STAGNATION IN THE JUDICIARY - A DANGER TO THE ECONOMY

Filenews 16 June 2025



At a time when Cyprus is seeking a new balance between fiscal discipline and sustainable growth, the International Monetary Fund (IMF) comes with its new report on the Cypriot economy to highlight an issue that is systematically downplayed in the public debate. It is none other than the inability of the institutional and judicial framework to effectively support investments and accelerate the resolution of chronic problems such as Non-Performing Loans (NPLs).

The IMF clearly states that without an efficient and modern justice system, Cyprus will not be able to attract serious investments or fully exploit the potential of its economy.

The report describes a system that suffers from chronic problems, highlighting issues such as insufficient human resources, outdated procedures, low levels of expertise of judges in economic and commercial matters, and very slow progress in digitalisation. The result is that there are long delays in adjudicating cases, especially those related to insolvency and credit rights — areas that are crucial for the proper functioning of the financial system.

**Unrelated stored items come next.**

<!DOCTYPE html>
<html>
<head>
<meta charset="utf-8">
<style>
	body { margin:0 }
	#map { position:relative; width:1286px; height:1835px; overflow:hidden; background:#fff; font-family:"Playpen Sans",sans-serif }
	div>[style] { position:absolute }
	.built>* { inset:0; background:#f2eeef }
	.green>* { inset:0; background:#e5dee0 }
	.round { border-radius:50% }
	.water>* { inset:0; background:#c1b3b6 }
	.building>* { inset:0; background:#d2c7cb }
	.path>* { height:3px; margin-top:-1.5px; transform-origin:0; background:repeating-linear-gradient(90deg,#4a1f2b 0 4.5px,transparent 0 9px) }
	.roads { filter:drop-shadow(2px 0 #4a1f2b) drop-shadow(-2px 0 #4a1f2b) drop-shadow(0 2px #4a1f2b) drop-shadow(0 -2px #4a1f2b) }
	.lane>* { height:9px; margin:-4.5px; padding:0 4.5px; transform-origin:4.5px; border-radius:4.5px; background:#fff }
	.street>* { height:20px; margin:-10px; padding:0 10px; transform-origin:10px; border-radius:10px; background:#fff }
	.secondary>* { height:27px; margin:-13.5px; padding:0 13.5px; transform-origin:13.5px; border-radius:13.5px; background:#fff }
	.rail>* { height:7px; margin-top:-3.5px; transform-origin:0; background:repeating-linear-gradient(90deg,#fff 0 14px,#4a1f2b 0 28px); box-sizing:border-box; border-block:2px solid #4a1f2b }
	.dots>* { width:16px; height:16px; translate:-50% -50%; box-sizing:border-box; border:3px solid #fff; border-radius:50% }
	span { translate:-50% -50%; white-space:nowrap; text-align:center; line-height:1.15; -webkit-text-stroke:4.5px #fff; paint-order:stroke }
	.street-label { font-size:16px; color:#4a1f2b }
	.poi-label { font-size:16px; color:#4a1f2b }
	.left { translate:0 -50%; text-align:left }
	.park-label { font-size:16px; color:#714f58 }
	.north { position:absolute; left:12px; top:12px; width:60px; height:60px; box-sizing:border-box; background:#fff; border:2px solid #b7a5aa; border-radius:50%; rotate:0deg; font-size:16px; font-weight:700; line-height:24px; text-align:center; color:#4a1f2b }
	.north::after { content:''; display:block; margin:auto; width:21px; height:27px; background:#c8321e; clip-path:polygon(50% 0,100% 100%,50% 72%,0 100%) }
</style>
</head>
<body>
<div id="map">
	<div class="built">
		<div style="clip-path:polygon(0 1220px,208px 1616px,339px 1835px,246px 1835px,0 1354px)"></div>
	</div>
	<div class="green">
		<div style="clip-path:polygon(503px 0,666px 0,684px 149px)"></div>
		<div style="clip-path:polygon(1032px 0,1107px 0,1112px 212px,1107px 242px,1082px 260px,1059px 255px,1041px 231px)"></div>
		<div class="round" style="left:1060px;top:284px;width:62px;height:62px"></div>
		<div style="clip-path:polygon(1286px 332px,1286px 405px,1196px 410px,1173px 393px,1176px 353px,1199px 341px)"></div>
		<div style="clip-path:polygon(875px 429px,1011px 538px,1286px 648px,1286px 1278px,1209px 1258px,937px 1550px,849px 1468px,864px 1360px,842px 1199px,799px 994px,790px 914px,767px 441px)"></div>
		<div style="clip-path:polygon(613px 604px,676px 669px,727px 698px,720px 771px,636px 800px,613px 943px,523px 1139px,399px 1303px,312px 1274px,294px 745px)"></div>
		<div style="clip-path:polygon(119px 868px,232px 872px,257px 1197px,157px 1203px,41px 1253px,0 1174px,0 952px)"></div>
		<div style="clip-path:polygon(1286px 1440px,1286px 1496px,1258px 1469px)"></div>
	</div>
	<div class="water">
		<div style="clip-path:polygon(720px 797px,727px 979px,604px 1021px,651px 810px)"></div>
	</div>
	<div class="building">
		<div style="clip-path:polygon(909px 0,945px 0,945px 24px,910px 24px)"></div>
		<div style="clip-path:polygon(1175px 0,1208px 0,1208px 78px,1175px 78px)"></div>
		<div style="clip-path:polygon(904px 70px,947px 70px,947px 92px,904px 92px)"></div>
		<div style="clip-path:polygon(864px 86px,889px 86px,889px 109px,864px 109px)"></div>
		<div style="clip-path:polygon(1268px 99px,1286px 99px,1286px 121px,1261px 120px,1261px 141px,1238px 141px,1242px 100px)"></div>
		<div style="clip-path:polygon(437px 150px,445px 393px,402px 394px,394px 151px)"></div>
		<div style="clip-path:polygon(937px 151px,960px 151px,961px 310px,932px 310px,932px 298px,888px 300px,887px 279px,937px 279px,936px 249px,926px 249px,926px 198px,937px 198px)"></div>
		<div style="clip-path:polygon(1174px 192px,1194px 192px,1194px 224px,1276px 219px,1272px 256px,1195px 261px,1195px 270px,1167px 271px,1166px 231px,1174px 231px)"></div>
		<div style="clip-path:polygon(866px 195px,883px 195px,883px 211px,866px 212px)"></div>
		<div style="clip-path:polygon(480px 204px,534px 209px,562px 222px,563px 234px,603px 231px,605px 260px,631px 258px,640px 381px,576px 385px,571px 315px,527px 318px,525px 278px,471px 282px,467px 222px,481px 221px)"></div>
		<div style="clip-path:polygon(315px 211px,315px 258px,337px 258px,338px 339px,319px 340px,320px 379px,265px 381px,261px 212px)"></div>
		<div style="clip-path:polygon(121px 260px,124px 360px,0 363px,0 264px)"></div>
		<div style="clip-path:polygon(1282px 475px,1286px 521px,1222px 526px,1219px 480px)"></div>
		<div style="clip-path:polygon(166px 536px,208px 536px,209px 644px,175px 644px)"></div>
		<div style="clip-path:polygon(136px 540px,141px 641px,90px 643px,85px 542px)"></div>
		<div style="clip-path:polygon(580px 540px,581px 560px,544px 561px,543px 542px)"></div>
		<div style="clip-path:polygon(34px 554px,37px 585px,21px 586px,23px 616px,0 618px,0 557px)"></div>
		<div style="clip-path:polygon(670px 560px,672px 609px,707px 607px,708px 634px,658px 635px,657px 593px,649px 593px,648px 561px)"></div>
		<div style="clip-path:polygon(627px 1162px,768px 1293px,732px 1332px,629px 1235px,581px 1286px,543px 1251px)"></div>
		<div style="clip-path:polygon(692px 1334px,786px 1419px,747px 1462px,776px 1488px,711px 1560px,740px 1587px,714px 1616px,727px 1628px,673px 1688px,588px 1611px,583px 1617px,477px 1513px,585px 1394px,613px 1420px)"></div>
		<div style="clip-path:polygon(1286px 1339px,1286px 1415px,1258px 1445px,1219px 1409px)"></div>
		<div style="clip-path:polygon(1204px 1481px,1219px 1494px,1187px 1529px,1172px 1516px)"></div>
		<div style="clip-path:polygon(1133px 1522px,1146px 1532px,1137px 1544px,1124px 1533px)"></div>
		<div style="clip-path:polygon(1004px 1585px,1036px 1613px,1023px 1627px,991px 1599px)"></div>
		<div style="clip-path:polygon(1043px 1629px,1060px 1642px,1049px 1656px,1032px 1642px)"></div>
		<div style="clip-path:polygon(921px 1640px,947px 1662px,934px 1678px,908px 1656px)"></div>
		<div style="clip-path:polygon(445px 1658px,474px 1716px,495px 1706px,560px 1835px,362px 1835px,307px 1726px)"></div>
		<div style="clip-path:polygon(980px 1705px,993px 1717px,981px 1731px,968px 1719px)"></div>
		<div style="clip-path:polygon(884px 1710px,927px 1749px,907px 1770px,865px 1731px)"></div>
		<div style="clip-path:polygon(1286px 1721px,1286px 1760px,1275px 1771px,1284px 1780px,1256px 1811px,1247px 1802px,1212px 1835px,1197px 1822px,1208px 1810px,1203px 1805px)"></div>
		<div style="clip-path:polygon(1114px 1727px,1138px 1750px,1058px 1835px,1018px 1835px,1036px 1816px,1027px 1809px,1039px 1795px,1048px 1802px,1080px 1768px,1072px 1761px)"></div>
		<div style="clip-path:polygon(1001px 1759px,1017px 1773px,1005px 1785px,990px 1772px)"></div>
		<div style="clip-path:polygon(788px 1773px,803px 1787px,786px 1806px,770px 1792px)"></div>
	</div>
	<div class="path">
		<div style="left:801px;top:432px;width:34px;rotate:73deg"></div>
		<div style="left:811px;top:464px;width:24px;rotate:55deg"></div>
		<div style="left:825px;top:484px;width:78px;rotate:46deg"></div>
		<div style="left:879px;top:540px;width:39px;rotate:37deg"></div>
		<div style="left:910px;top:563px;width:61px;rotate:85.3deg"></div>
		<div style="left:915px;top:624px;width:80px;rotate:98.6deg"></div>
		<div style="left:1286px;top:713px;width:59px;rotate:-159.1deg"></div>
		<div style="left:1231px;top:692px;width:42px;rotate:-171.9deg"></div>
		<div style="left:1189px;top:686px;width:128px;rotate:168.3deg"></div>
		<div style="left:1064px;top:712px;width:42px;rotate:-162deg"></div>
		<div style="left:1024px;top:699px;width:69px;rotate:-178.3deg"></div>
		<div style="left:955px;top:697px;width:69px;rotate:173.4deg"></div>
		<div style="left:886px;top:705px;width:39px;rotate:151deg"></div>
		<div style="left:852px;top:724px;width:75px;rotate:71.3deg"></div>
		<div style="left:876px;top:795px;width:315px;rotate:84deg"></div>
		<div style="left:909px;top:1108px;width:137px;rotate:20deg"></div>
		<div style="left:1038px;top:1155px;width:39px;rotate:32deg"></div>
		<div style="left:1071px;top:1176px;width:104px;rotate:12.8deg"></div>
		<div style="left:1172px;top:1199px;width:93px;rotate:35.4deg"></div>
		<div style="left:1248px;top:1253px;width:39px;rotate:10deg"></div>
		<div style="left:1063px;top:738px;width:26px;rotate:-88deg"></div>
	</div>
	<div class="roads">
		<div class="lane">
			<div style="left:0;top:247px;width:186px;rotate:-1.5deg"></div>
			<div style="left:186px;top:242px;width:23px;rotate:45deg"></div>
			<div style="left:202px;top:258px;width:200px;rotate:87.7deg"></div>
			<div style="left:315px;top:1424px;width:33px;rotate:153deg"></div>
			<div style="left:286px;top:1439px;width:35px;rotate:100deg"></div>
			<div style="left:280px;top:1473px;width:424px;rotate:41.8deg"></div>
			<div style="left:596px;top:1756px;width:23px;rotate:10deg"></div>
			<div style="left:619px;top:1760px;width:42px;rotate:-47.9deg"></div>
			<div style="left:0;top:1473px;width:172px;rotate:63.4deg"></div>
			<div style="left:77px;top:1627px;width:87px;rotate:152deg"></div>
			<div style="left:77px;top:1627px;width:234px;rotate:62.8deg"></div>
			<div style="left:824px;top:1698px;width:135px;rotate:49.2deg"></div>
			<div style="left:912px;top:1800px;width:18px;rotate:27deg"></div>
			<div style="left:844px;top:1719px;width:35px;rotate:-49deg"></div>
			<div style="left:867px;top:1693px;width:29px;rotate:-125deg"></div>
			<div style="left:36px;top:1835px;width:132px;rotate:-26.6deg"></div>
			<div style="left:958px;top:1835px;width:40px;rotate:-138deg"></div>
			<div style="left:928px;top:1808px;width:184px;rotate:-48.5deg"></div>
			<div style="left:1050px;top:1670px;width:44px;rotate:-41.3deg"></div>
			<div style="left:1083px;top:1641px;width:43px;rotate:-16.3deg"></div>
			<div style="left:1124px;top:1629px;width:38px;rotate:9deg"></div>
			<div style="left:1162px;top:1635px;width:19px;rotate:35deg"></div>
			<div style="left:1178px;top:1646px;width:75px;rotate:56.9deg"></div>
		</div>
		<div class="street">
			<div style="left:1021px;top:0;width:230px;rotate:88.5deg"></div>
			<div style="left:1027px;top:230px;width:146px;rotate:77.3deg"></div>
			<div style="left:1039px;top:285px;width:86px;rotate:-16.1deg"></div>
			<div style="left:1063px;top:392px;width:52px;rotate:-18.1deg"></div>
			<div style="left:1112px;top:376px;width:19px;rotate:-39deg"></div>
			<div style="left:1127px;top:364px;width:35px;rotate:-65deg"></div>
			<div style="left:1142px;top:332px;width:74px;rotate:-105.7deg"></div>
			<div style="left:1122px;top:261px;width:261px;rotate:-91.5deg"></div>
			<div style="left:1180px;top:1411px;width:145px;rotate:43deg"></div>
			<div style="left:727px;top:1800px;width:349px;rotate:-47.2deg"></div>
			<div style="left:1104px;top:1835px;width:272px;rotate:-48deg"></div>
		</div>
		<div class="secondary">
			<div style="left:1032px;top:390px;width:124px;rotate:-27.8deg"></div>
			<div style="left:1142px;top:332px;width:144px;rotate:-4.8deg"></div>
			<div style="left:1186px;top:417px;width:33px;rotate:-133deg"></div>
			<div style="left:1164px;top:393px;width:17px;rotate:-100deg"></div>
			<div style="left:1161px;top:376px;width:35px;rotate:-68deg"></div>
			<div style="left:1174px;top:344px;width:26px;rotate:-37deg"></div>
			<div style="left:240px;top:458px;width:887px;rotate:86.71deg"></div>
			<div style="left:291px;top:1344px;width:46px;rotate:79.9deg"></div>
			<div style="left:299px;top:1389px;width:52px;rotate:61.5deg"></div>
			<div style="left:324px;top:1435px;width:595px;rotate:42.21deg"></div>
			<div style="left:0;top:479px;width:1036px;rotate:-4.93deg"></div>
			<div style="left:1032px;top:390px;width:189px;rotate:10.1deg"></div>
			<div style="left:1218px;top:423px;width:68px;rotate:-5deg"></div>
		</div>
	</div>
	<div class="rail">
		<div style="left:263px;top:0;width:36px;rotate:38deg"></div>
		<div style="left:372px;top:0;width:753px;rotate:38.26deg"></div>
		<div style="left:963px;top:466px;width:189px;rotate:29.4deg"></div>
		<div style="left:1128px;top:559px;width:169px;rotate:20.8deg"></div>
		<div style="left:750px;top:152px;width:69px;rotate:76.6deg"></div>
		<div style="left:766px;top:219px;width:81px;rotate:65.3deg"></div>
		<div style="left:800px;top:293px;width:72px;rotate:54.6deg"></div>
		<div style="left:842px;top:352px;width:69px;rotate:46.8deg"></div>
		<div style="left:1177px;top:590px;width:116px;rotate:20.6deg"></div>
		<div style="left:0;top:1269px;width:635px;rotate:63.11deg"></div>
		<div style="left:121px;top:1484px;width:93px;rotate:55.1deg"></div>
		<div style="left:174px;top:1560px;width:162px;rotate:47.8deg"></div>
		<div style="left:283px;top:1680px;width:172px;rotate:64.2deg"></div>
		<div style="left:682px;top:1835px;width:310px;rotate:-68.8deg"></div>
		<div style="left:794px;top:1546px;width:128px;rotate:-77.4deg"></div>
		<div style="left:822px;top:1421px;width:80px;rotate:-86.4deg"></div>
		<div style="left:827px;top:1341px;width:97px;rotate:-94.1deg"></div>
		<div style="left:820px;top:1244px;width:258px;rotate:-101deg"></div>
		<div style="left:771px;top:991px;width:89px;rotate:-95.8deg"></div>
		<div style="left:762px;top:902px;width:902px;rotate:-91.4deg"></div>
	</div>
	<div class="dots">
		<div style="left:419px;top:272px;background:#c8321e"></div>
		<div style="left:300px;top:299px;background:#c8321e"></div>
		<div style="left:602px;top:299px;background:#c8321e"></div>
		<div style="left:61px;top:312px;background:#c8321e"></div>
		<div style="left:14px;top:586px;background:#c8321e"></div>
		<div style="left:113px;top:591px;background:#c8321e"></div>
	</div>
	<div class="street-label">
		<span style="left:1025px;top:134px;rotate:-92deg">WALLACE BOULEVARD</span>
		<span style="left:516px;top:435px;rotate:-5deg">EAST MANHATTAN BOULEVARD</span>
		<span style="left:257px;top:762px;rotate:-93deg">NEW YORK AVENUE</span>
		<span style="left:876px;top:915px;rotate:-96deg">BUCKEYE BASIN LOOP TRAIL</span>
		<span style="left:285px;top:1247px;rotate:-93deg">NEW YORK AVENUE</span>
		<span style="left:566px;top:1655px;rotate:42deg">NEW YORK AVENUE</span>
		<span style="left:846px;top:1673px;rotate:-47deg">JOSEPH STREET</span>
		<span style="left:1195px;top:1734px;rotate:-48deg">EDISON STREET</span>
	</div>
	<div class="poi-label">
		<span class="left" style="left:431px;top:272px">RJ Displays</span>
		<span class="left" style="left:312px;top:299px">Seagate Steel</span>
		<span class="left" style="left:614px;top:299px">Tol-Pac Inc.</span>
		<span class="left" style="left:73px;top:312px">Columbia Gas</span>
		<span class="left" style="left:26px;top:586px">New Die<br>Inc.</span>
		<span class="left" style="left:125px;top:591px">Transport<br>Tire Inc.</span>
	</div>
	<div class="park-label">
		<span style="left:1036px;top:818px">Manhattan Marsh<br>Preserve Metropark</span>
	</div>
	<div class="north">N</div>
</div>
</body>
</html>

Indicatively, the operation of the Commercial Court, although it has been institutionalized, has not yet progressed substantially. The need for specialised judiciary, faster procedures and digitalised protocols is now becoming imperative. The IMF proposes targeted measures such as recruitment, training of judges, technological investments and acceleration of the operation of new institutions.

At the heart of the problem remains the high stock of so-called "legacy" NPLs — loans created before and during the crisis and moved out of the banking system. Despite the progress, this reserve remains high, at 60 percent of GDP, according to IMF data. Although they no longer burden banks' balance sheets, these loans continue to burden the real economy and freeze significant productive resources.

The slow resolution of these loans by the Credit Acquisition Companies (SPCs), to which their management has been transferred, is directly linked to the weaknesses of the judiciary. As the IMF points out, the existence of a faster and more efficient judicial mechanism would strengthen the bargaining power of creditors, strengthen the credibility of out-of-court settlements and speed up the liquidation of collateral.

Moreover, the transfer of capital from frozen receivables to new investments and loans remains limited, precisely because delay procedures act as a brake on the repositioning of private capital in productive sectors.